▸ Task to carry out
An exact restatement of the data below, with the pictures removed, is the required answer.

____________________

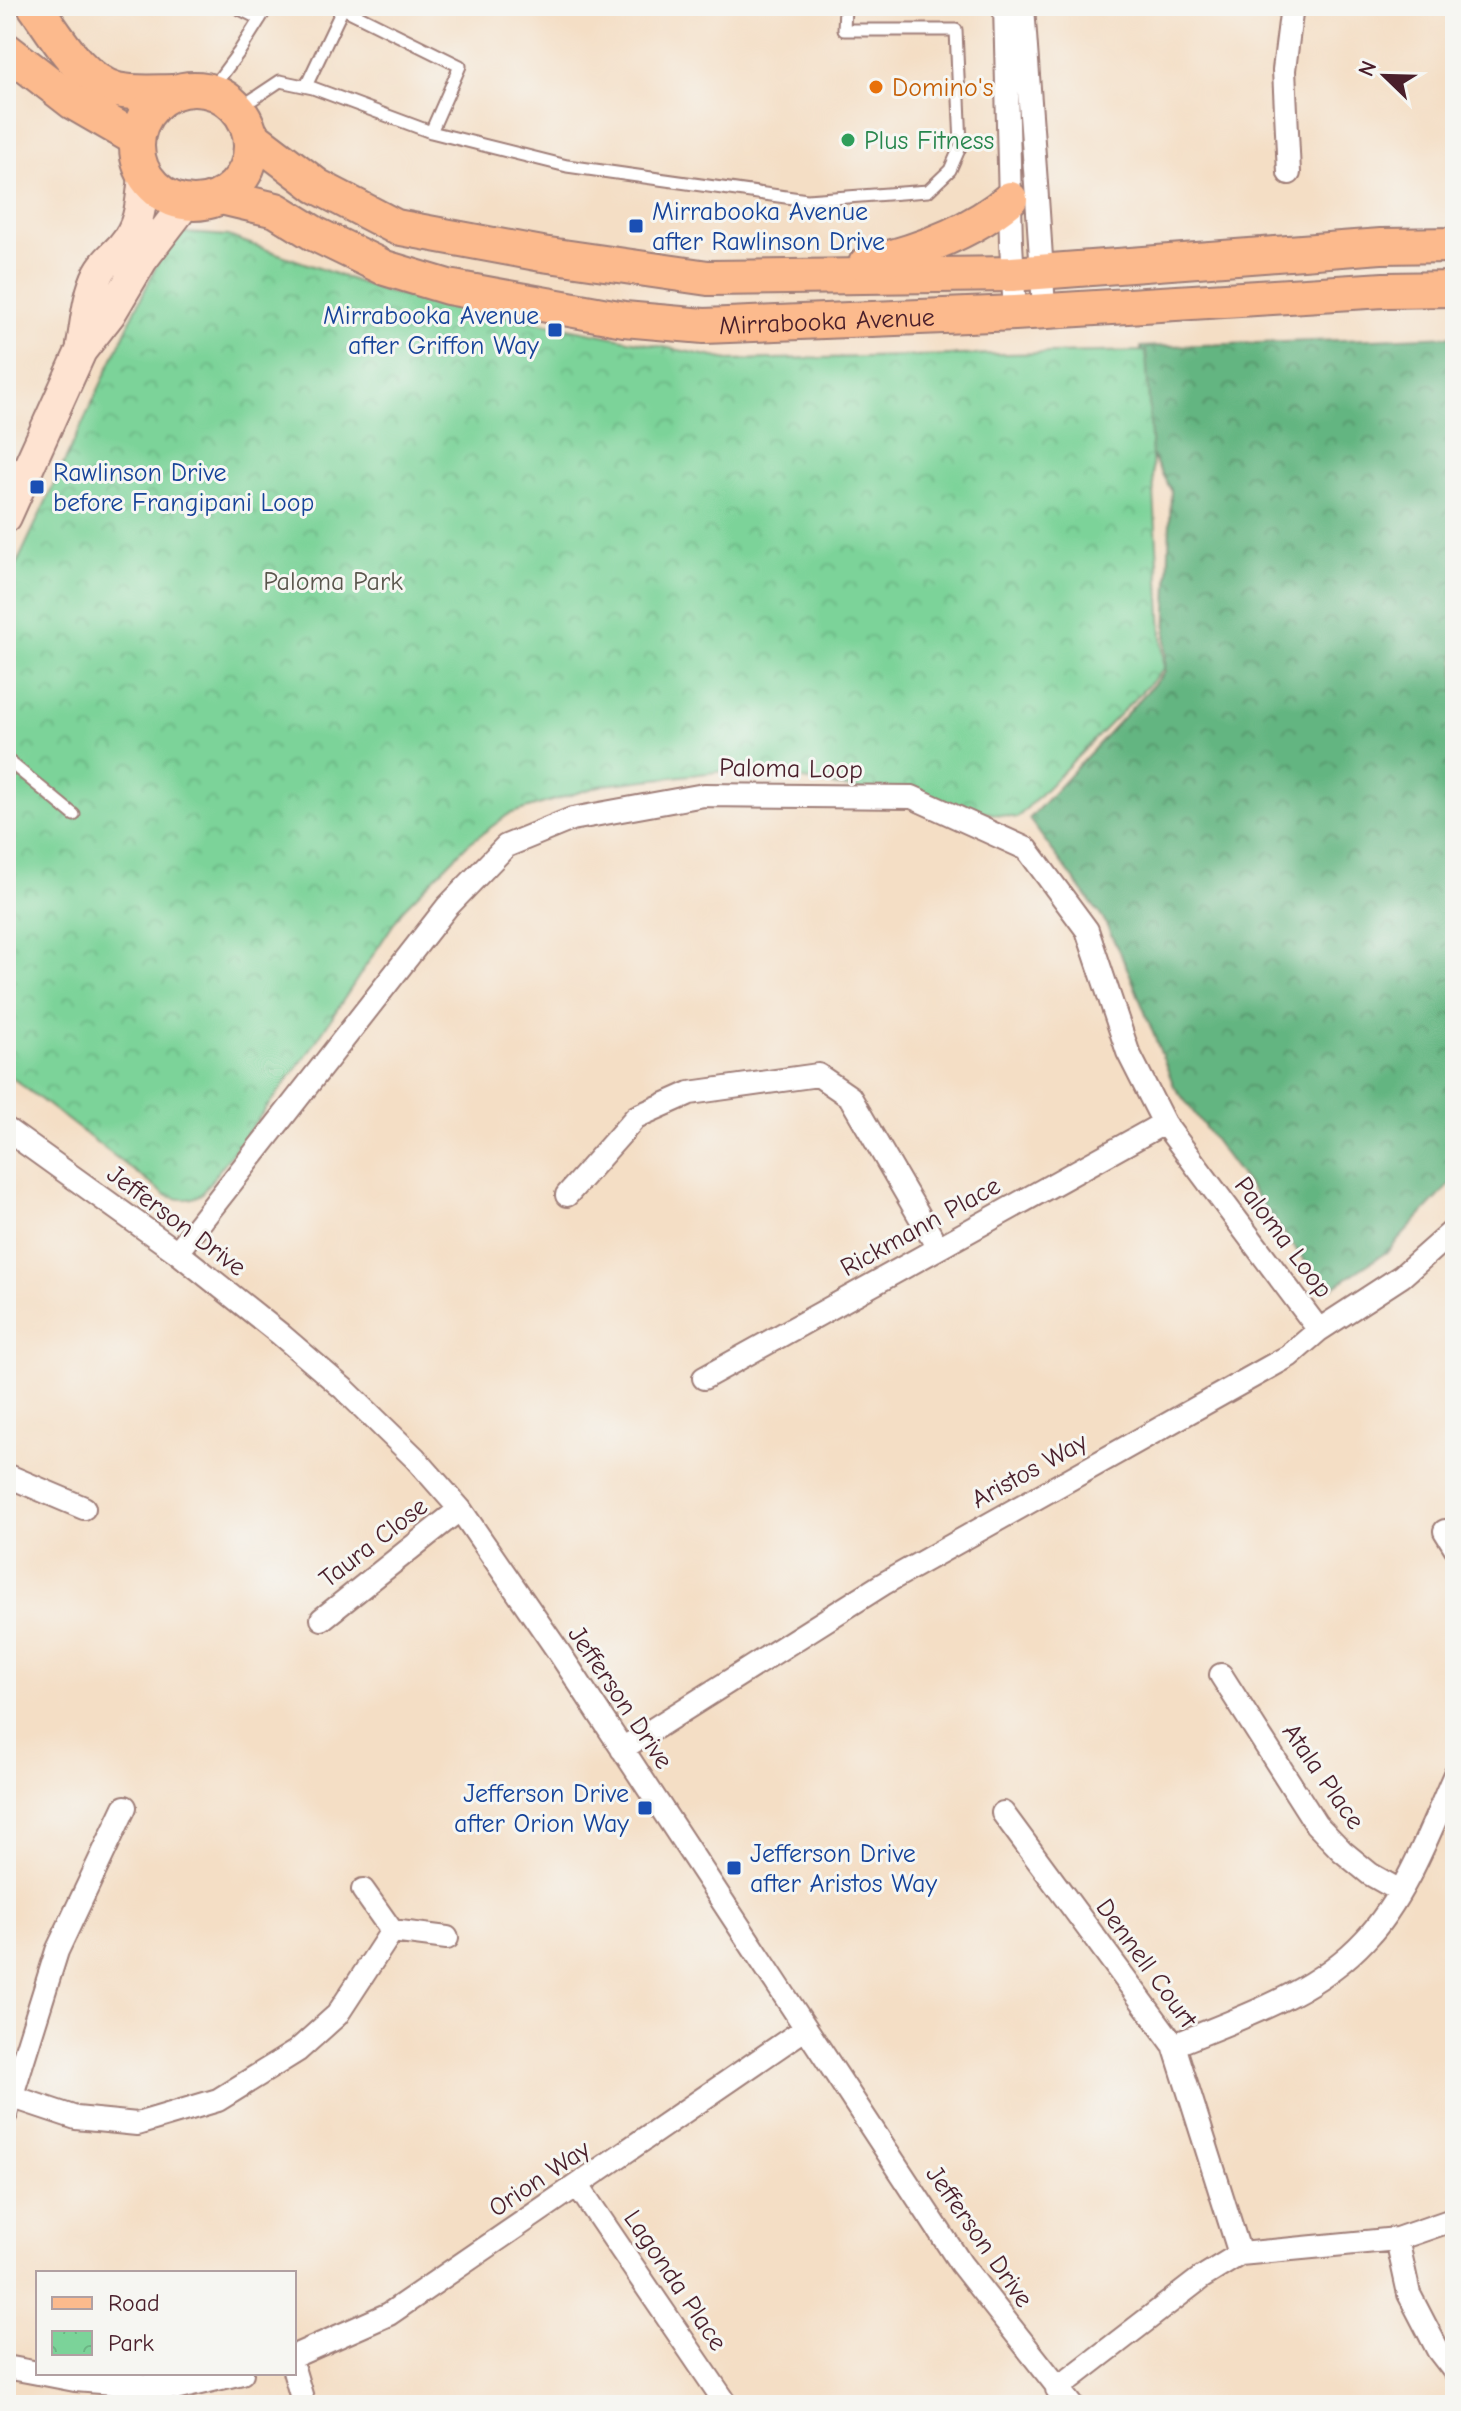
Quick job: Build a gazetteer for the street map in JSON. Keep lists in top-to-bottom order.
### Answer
{
  "streets": {
    "main road": ["Mirrabooka Avenue"],
    "street": [
      "Paloma Loop",
      "Jefferson Drive",
      "Rickmann Place",
      "Aristos Way",
      "Taura Close",
      "Atala Place",
      "Dennell Court",
      "Orion Way",
      "Lagonda Place"
    ]
  },
  "crossings": [
    ["Paloma Loop", "Jefferson Drive"],
    ["Paloma Loop", "Rickmann Place"],
    ["Paloma Loop", "Aristos Way"],
    ["Jefferson Drive", "Aristos Way"],
    ["Jefferson Drive", "Taura Close"],
    ["Jefferson Drive", "Orion Way"],
    ["Orion Way", "Lagonda Place"]
  ],
  "parks": ["Paloma Park"],
  "places": {
    "other": ["Domino's", "Plus Fitness"],
    "transit": [
      "Mirrabooka Avenue after Rawlinson Drive",
      "Mirrabooka Avenue after Griffon Way",
      "Rawlinson Drive before Frangipani Loop",
      "Jefferson Drive after Orion Way",
      "Jefferson Drive after Aristos Way"
    ]
  },
  "legend": ["Road", "Park"],
  "north": "top left"
}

____________________

▸ Solution to this task
Quick job: Build a gazetteer for the street map in JSON. Keep lists in top-to-bottom order.
### Answer
{
  "streets": {
    "main road": ["Mirrabooka Avenue"],
    "street": [
      "Paloma Loop",
      "Jefferson Drive",
      "Rickmann Place",
      "Aristos Way",
      "Taura Close",
      "Atala Place",
      "Dennell Court",
      "Orion Way",
      "Lagonda Place"
    ]
  },
  "crossings": [
    ["Paloma Loop", "Jefferson Drive"],
    ["Paloma Loop", "Rickmann Place"],
    ["Paloma Loop", "Aristos Way"],
    ["Jefferson Drive", "Aristos Way"],
    ["Jefferson Drive", "Taura Close"],
    ["Jefferson Drive", "Orion Way"],
    ["Orion Way", "Lagonda Place"]
  ],
  "parks": ["Paloma Park"],
  "places": {
    "other": ["Domino's", "Plus Fitness"],
    "transit": [
      "Mirrabooka Avenue after Rawlinson Drive",
      "Mirrabooka Avenue after Griffon Way",
      "Rawlinson Drive before Frangipani Loop",
      "Jefferson Drive after Orion Way",
      "Jefferson Drive after Aristos Way"
    ]
  },
  "legend": ["Road", "Park"],
  "north": "top left"
}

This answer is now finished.